**WHAT YOU WILL DO**
Identify each line in the records below that contains the word "this", and copy it.

**DATA SHOWN**
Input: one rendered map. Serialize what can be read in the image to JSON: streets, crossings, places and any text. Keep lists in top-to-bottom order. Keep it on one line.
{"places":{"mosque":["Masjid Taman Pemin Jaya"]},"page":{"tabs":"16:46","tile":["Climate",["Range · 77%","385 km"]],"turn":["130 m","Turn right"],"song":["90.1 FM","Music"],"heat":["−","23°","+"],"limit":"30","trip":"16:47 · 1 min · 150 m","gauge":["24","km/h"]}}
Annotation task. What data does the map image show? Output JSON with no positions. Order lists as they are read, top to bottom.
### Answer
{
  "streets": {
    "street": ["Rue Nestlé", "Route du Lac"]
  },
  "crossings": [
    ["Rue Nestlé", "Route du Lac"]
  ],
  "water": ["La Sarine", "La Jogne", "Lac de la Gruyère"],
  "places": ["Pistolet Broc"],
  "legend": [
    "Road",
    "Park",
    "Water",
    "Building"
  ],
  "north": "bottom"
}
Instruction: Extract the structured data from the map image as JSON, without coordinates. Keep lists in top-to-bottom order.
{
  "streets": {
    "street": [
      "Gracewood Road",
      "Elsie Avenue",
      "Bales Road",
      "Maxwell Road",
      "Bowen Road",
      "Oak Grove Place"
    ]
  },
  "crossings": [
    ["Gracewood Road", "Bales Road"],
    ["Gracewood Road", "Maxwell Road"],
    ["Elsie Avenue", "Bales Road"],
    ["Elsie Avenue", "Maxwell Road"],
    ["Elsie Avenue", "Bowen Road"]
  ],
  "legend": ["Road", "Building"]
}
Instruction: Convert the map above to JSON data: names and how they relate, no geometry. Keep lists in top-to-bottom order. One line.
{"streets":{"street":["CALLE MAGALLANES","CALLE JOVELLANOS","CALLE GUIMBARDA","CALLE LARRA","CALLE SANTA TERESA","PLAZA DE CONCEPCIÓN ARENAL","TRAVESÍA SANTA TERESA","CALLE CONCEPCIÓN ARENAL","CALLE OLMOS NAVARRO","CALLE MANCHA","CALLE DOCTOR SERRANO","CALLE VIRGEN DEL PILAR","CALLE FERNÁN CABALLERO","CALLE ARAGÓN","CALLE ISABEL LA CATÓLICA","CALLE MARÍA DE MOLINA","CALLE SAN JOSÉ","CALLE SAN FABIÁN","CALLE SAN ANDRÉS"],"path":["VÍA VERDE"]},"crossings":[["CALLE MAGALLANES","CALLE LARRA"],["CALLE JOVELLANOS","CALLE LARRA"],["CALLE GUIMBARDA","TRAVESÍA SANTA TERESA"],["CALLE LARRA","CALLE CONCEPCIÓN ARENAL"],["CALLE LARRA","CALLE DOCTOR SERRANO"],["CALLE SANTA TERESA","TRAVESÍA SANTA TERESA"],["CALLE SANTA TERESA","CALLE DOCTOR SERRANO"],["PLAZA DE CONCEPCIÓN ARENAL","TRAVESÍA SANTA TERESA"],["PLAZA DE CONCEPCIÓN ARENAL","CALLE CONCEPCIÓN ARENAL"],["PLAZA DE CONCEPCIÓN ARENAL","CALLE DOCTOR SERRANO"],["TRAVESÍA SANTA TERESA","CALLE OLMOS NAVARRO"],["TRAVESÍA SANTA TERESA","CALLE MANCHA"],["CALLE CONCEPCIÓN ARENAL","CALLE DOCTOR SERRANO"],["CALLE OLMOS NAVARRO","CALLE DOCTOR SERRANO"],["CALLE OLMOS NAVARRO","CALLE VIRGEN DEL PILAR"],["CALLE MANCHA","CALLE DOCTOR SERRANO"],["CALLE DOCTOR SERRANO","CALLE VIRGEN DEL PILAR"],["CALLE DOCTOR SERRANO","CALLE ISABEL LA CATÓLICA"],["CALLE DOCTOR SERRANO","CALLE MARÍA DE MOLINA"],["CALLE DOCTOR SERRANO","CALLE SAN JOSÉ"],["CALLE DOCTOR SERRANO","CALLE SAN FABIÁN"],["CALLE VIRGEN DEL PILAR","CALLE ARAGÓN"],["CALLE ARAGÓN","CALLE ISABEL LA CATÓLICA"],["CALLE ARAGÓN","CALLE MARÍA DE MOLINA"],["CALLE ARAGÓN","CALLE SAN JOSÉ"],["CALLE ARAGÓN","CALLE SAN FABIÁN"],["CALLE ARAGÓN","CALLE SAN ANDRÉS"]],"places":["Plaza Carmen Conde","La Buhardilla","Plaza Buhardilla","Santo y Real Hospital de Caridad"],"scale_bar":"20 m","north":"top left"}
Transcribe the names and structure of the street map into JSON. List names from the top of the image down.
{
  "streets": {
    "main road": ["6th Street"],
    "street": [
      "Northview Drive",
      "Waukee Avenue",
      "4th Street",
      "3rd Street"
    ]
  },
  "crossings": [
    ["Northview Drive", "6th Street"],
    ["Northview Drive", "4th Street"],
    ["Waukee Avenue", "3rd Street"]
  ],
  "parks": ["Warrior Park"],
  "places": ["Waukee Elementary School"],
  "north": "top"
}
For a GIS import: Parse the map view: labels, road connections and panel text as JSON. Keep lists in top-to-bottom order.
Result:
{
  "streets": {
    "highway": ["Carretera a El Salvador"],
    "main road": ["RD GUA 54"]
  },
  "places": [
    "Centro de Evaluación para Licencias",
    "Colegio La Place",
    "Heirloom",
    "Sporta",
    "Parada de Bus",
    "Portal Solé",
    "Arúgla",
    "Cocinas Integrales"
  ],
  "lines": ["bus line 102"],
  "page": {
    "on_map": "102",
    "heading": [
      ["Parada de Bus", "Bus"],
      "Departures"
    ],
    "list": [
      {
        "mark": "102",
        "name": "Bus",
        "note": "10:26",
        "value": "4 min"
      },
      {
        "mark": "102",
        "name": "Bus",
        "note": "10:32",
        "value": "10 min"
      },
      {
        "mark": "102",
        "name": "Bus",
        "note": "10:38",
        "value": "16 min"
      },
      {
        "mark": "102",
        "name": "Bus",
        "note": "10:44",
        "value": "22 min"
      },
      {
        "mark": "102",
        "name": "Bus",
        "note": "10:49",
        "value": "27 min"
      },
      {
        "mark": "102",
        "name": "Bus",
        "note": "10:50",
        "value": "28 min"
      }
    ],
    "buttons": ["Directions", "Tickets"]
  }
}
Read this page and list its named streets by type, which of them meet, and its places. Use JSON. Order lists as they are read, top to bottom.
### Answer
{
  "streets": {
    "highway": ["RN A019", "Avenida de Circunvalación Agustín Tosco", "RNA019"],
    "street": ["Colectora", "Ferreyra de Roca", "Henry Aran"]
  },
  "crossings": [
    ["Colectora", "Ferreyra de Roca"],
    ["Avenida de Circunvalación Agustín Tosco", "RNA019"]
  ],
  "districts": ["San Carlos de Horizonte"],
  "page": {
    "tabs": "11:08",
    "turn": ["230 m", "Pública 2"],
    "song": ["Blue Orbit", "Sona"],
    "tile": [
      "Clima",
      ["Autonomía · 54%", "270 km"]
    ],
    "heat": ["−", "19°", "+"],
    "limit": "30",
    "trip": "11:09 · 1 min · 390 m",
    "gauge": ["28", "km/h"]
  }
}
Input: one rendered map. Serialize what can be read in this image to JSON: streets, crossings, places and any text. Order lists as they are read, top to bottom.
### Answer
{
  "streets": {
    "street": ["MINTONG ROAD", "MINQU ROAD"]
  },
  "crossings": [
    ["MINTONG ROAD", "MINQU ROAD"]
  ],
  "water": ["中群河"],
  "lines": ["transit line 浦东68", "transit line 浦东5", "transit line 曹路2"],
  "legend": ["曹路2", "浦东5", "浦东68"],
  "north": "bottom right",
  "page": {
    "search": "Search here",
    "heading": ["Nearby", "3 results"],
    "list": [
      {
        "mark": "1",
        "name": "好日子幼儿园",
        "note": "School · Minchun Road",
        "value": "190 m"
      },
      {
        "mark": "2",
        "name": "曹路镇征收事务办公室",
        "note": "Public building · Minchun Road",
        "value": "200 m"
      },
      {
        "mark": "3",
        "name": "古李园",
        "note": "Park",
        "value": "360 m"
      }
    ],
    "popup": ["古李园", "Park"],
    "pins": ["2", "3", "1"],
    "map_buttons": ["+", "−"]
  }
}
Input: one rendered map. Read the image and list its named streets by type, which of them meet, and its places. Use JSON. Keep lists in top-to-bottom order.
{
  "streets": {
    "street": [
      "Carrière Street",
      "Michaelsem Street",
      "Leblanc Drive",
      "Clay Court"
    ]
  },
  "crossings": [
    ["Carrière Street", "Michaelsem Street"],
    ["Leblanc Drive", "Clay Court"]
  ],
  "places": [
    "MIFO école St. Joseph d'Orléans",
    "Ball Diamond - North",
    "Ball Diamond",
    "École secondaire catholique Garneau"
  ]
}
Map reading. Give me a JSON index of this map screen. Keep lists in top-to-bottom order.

**EXPECTED OUTPUT**
Read this page and list its named streets by type, which of them meet, and its places. Use JSON. Order lists as they are read, top to bottom.
Input: one rendered map. Serialize what can be read in this image to JSON: streets, crossings, places and any text. Order lists as they are read, top to bottom.
Map reading. Give me a JSON index of this map screen. Keep lists in top-to-bottom order.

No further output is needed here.